We are not encouraged to listen well. Pace of life, an obsession with outcomes, and genuine concern for our own interests and performance all conspire to degrade our ability to listen properly.
Perhaps you have to listen well as part of your job, or you want to give full attention to your children and loved ones, or maybe you simply want to do better in life? The need for effective listening has never been greater, and it is worth thinking about. It is the central pillar of effective communication but equally its most neglected aspect.
Feeling unheard is also at the heart of many personal and social problems, but I have no time for that here.
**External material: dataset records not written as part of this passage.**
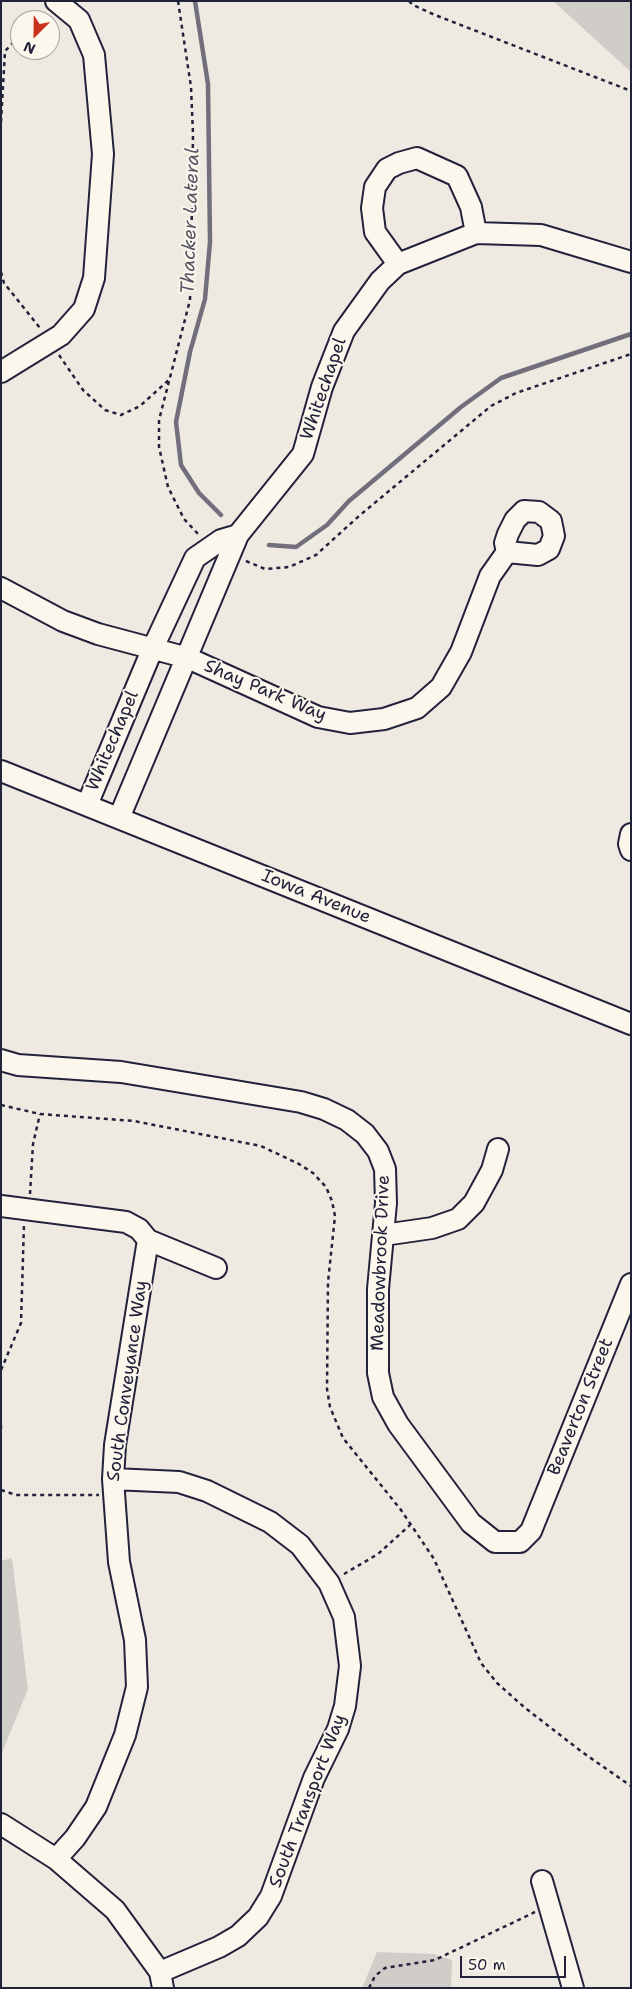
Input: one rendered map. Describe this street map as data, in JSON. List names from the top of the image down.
{
  "streets": {
    "street": [
      "Whitechapel",
      "Shay Park Way",
      "Iowa Avenue",
      "Meadowbrook Drive",
      "South Conveyance Way",
      "Beaverton Street",
      "South Transport Way"
    ]
  },
  "crossings": [
    ["Whitechapel", "Shay Park Way"],
    ["Whitechapel", "Iowa Avenue"],
    ["Meadowbrook Drive", "Beaverton Street"],
    ["South Conveyance Way", "South Transport Way"]
  ],
  "water": ["Thacker Lateral"],
  "scale_bar": "50 m",
  "north": "bottom left"
}
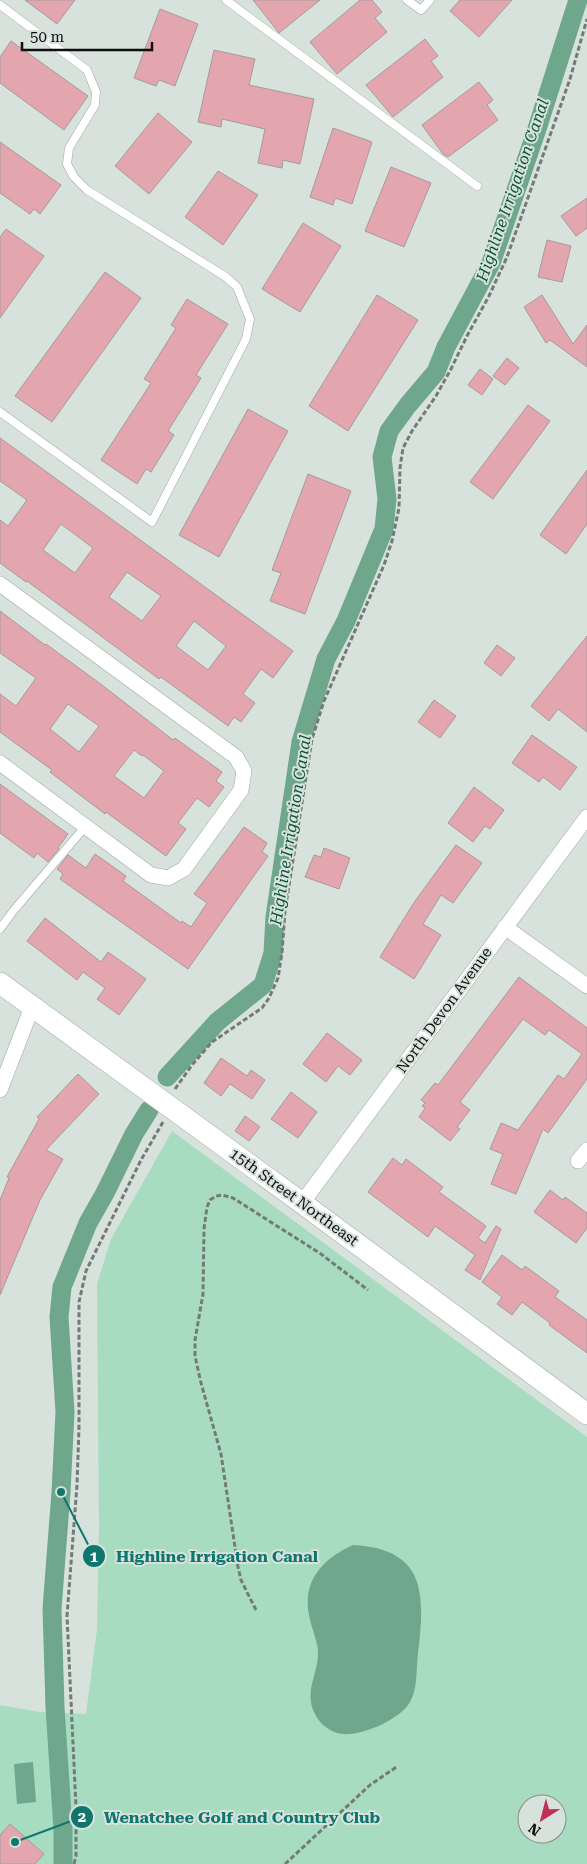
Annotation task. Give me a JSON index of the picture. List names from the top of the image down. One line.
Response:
{"streets":{"street":["North Devon Avenue","15th Street Northeast"]},"crossings":[["North Devon Avenue","15th Street Northeast"]],"water":["Highline Irrigation Canal"],"places":["Highline Irrigation Canal","Wenatchee Golf and Country Club"],"scale_bar":"50 m","north":"bottom left"}
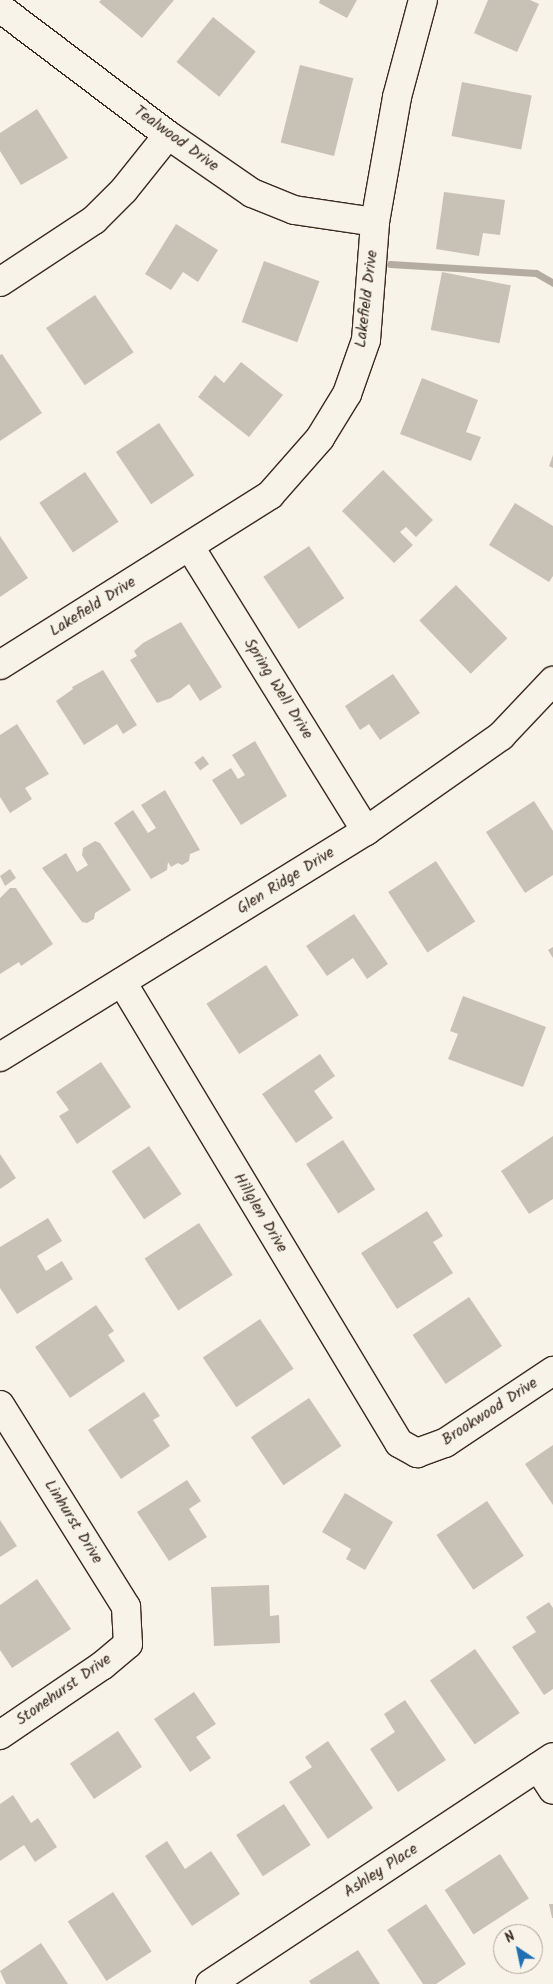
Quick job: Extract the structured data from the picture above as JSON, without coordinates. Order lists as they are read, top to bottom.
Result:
{
  "streets": {
    "street": [
      "Tealwood Drive",
      "Lakefield Drive",
      "Spring Well Drive",
      "Glen Ridge Drive",
      "Hillglen Drive",
      "Brookwood Drive",
      "Linhurst Drive",
      "Stonehurst Drive",
      "Ashley Place"
    ]
  },
  "crossings": [
    ["Tealwood Drive", "Lakefield Drive"],
    ["Lakefield Drive", "Spring Well Drive"],
    ["Spring Well Drive", "Glen Ridge Drive"],
    ["Glen Ridge Drive", "Hillglen Drive"],
    ["Hillglen Drive", "Brookwood Drive"],
    ["Linhurst Drive", "Stonehurst Drive"]
  ],
  "north": "top left"
}
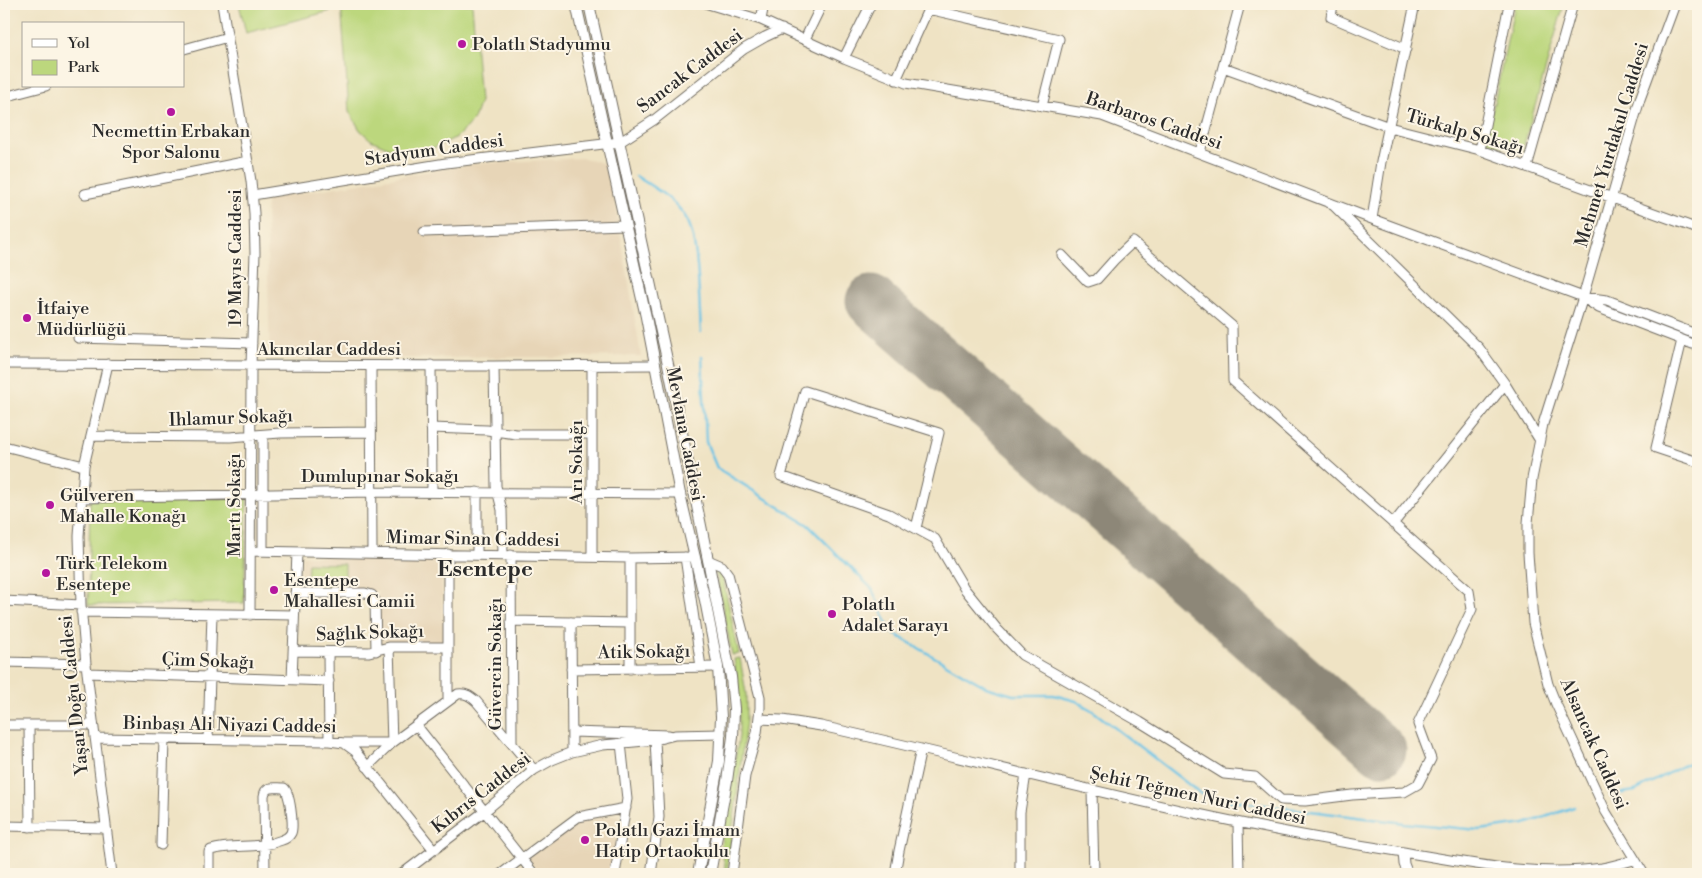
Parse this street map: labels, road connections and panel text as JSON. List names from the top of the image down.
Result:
{
  "streets": {
    "main road": ["Mevlana Caddesi"],
    "street": [
      "Sancak Caddesi",
      "Barbaros Caddesi",
      "Türkalp Sokağı",
      "Mehmet Yurdakul Caddesi",
      "Stadyum Caddesi",
      "19 Mayıs Caddesi",
      "Akıncılar Caddesi",
      "Ihlamur Sokağı",
      "Arı Sokağı",
      "Dumlupınar Sokağı",
      "Martı Sokağı",
      "Mimar Sinan Caddesi",
      "Sağlık Sokağı",
      "Atik Sokağı",
      "Çim Sokağı",
      "Güvercin Sokağı",
      "Yaşar Doğu Caddesi",
      "Binbaşı Ali Niyazi Caddesi",
      "Alsancak Caddesi",
      "Kıbrıs Caddesi",
      "Şehit Teğmen Nuri Caddesi"
    ]
  },
  "crossings": [
    ["Sancak Caddesi", "Barbaros Caddesi"],
    ["Sancak Caddesi", "Stadyum Caddesi"],
    ["Sancak Caddesi", "Mevlana Caddesi"],
    ["Barbaros Caddesi", "Mehmet Yurdakul Caddesi"],
    ["Barbaros Caddesi", "Alsancak Caddesi"],
    ["Türkalp Sokağı", "Mehmet Yurdakul Caddesi"],
    ["Mehmet Yurdakul Caddesi", "Alsancak Caddesi"],
    ["Stadyum Caddesi", "19 Mayıs Caddesi"],
    ["Stadyum Caddesi", "Mevlana Caddesi"],
    ["19 Mayıs Caddesi", "Akıncılar Caddesi"],
    ["19 Mayıs Caddesi", "Martı Sokağı"],
    ["Akıncılar Caddesi", "Mevlana Caddesi"],
    ["Akıncılar Caddesi", "Arı Sokağı"],
    ["Akıncılar Caddesi", "Martı Sokağı"],
    ["Akıncılar Caddesi", "Güvercin Sokağı"],
    ["Akıncılar Caddesi", "Yaşar Doğu Caddesi"],
    ["Ihlamur Sokağı", "Martı Sokağı"],
    ["Ihlamur Sokağı", "Yaşar Doğu Caddesi"],
    ["Mevlana Caddesi", "Dumlupınar Sokağı"],
    ["Mevlana Caddesi", "Mimar Sinan Caddesi"],
    ["Mevlana Caddesi", "Atik Sokağı"],
    ["Mevlana Caddesi", "Kıbrıs Caddesi"],
    ["Arı Sokağı", "Dumlupınar Sokağı"],
    ["Arı Sokağı", "Mimar Sinan Caddesi"],
    ["Dumlupınar Sokağı", "Martı Sokağı"],
    ["Dumlupınar Sokağı", "Güvercin Sokağı"],
    ["Dumlupınar Sokağı", "Yaşar Doğu Caddesi"],
    ["Martı Sokağı", "Mimar Sinan Caddesi"],
    ["Mimar Sinan Caddesi", "Güvercin Sokağı"],
    ["Çim Sokağı", "Yaşar Doğu Caddesi"],
    ["Yaşar Doğu Caddesi", "Binbaşı Ali Niyazi Caddesi"],
    ["Binbaşı Ali Niyazi Caddesi", "Kıbrıs Caddesi"],
    ["Alsancak Caddesi", "Şehit Teğmen Nuri Caddesi"]
  ],
  "districts": ["Esentepe"],
  "places": [
    "Polatlı Stadyumu",
    "Necmettin Erbakan Spor Salonu",
    "İtfaiye Müdürlüğü",
    "Gülveren Mahalle Konağı",
    "Türk Telekom Esentepe",
    "Esentepe Mahallesi Camii",
    "Polatlı Adalet Sarayı",
    "Polatlı Gazi İmam Hatip Ortaokulu"
  ],
  "legend": ["Yol", "Park"]
}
Factors that conspire to interfere with our ability to listen to others effectively are:
Pressure and pace of life
The modern pace of life and attitudes to ‘getting things done’ emphasises outcomes and results. Listening is a process which produces results, of course, but this is best done when the focus is on the process… the outcome sometimes has to wait.
When we are in a hurry we are less likely to slow down and listen patiently and deliberately. This is not obvious, but when we do it actually take LESS time overall, not more.
The media are highly effective at getting the message across. Whatever it is, those savvy media professionals know how to hone it so we hear it. This curbs our need to gather information and analyse, to think critically about what we are hearing and to enquire. Listening means interaction, but we are being trained to become passive recipients, rather than listeners
Our own attitudes and beliefs can also play into the the mix of factors that inhibit effective listening. These subtle aspects are not usually things we think about, but they affect how we interact with others and the time we are prepared to give them.
Put bluntly, if ‘I’ am the most important person on my life, why would I take time to listen to ‘you’? Societies which are increasingly individualistic and self-interested do not encourage good listening habits.
It’s not that we don’t have time to listen, we do. But because effective listening must first be learned and them applied deliberately, you might think that to listen properly – which simply means giving the person and the situation our full attention – is laborious and time consuming.
Done properly, it isn’t.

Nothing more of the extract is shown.